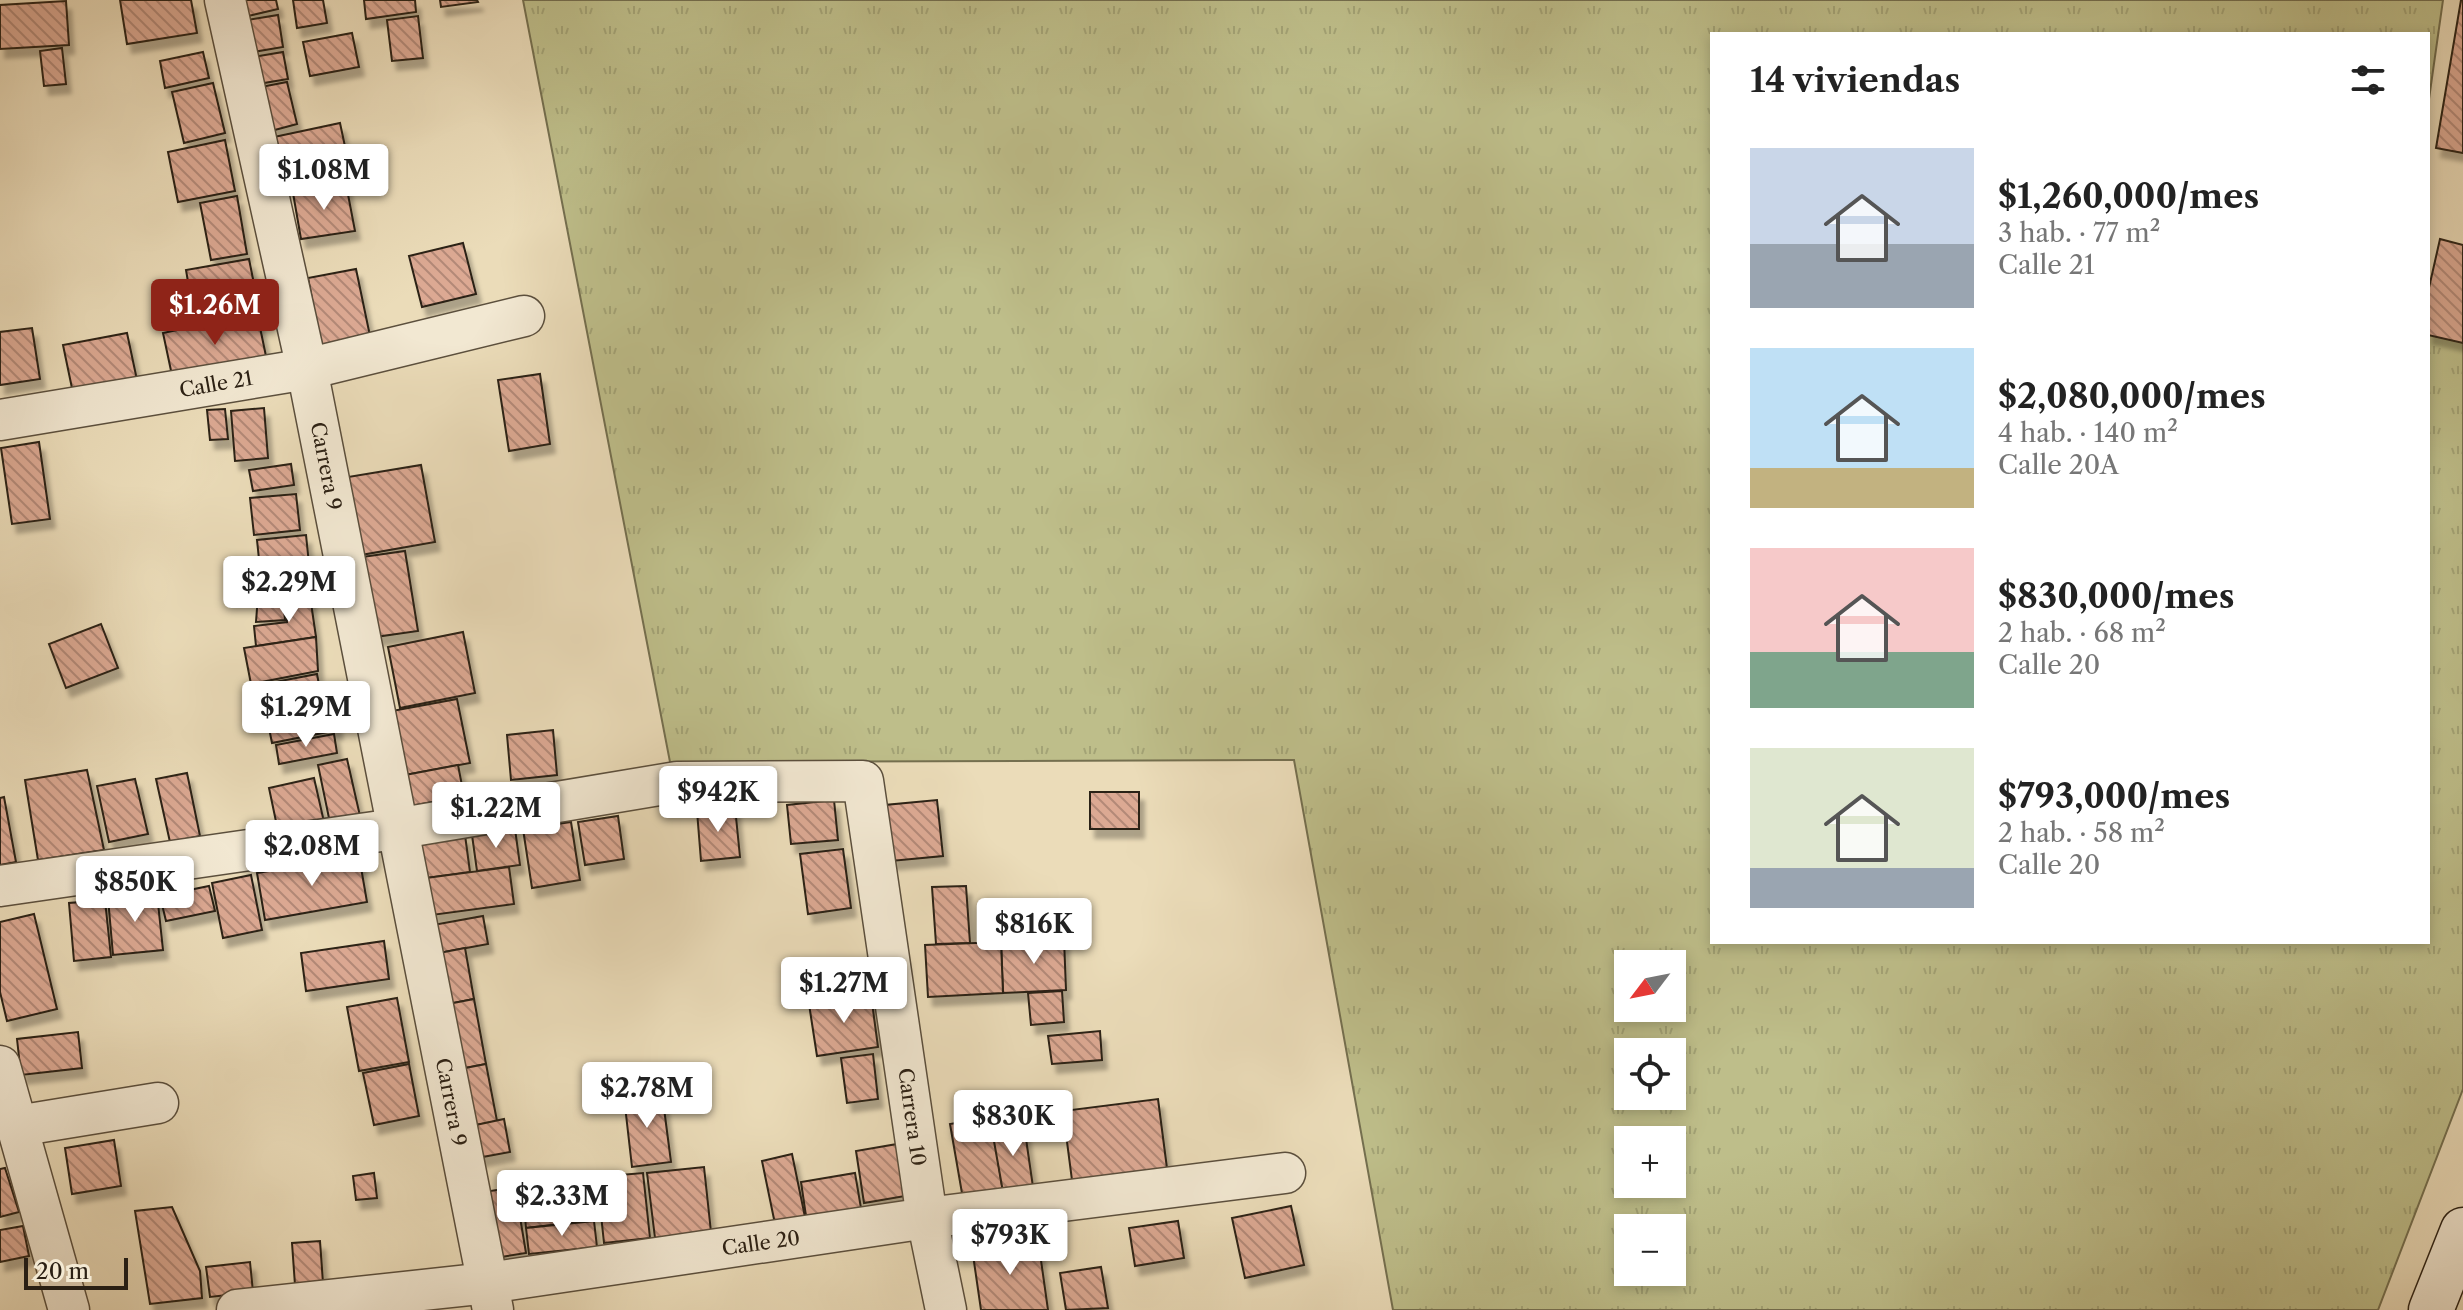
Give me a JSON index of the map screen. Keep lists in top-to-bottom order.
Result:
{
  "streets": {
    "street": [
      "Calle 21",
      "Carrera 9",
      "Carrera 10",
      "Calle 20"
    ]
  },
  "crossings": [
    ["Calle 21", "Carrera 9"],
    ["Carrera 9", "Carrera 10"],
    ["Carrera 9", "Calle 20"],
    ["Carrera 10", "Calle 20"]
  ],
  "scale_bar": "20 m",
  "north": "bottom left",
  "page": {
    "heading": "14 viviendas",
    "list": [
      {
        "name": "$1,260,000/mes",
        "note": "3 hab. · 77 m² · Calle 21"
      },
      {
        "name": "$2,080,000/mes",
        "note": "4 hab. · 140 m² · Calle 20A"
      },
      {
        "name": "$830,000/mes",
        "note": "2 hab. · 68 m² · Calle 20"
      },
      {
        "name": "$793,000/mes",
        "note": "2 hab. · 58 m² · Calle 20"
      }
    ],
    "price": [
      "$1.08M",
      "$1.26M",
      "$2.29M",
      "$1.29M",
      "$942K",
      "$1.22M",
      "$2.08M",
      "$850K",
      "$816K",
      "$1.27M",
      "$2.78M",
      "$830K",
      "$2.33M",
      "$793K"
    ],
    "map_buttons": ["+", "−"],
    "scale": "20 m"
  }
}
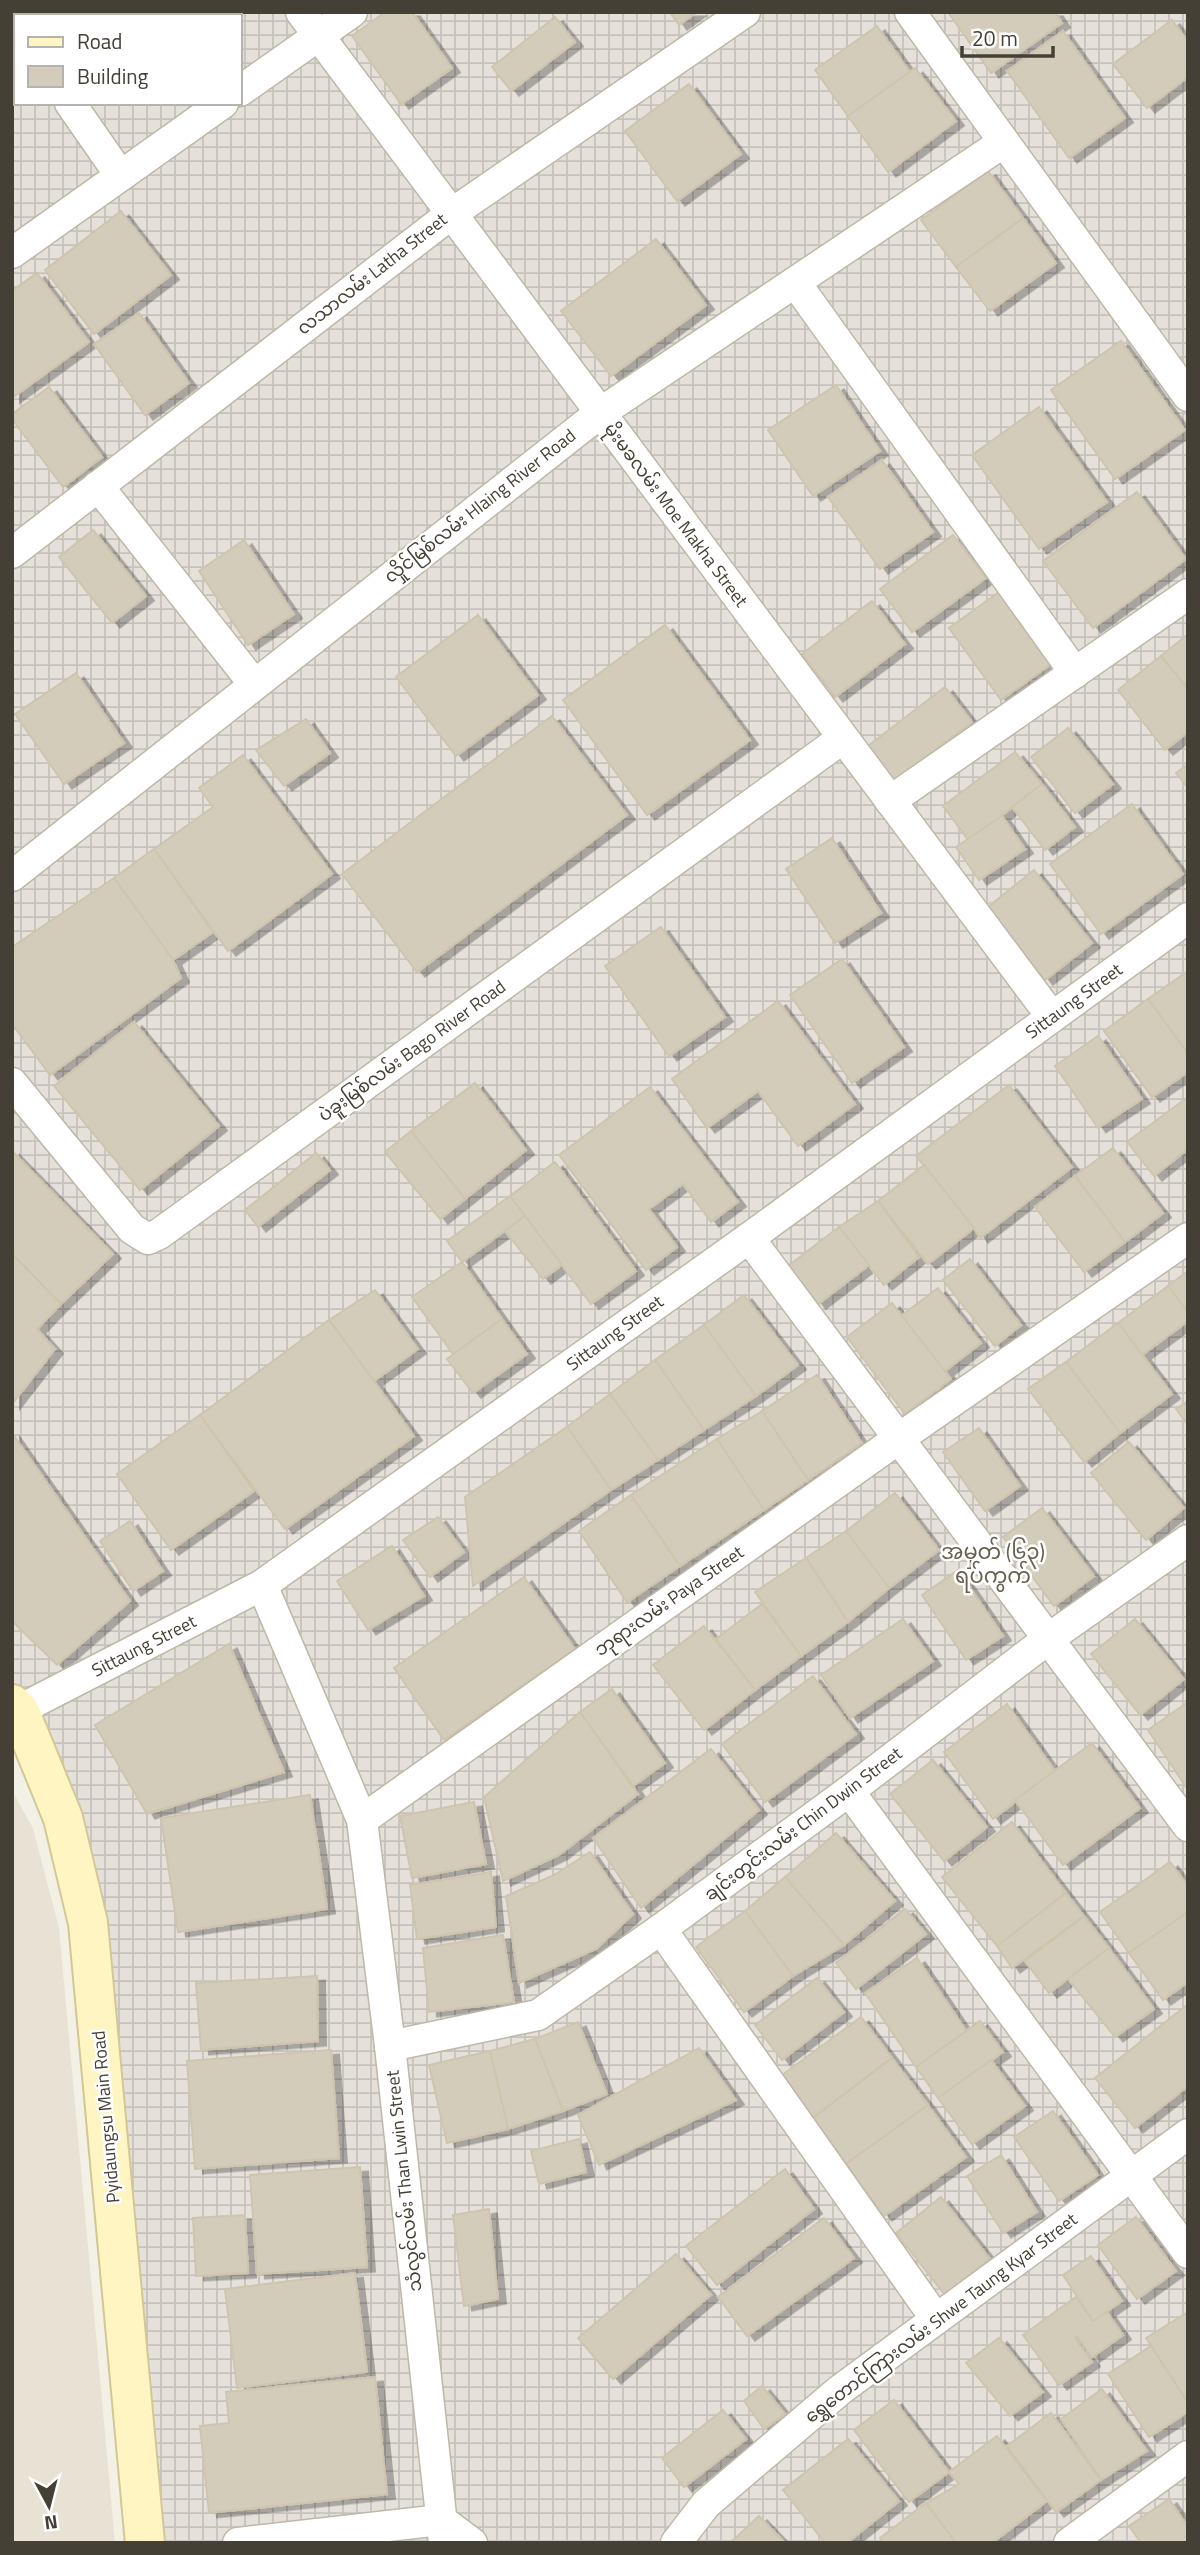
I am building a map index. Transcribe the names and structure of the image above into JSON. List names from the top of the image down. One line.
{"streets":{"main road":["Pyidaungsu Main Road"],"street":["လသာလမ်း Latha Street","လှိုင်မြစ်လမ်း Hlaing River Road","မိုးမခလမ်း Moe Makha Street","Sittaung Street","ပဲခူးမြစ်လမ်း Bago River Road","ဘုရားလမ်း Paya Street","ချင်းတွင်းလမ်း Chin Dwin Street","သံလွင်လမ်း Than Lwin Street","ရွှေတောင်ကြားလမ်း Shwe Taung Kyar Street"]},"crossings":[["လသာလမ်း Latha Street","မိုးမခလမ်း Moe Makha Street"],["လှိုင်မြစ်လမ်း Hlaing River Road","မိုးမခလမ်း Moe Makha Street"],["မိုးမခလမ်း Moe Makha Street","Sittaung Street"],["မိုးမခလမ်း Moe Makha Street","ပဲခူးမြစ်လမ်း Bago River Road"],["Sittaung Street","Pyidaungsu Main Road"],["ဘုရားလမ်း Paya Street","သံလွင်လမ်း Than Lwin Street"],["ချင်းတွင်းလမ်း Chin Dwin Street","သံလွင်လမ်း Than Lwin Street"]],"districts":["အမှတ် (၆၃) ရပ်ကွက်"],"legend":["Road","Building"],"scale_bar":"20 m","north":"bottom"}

→ GOAL OF THE EXERCISE:
For this exercise, copy every line of the data that holds "Calle".

→ EXPECTED ANSWER:
      "Calle 21",
      "Calle 20"
    ["Calle 21", "Carrera 9"],
    ["Carrera 9", "Calle 20"],
    ["Carrera 10", "Calle 20"]
        "note": "3 hab. · 77 m² · Calle 21"
        "note": "4 hab. · 140 m² · Calle 20A"
        "note": "2 hab. · 68 m² · Calle 20"
        "note": "2 hab. · 58 m² · Calle 20"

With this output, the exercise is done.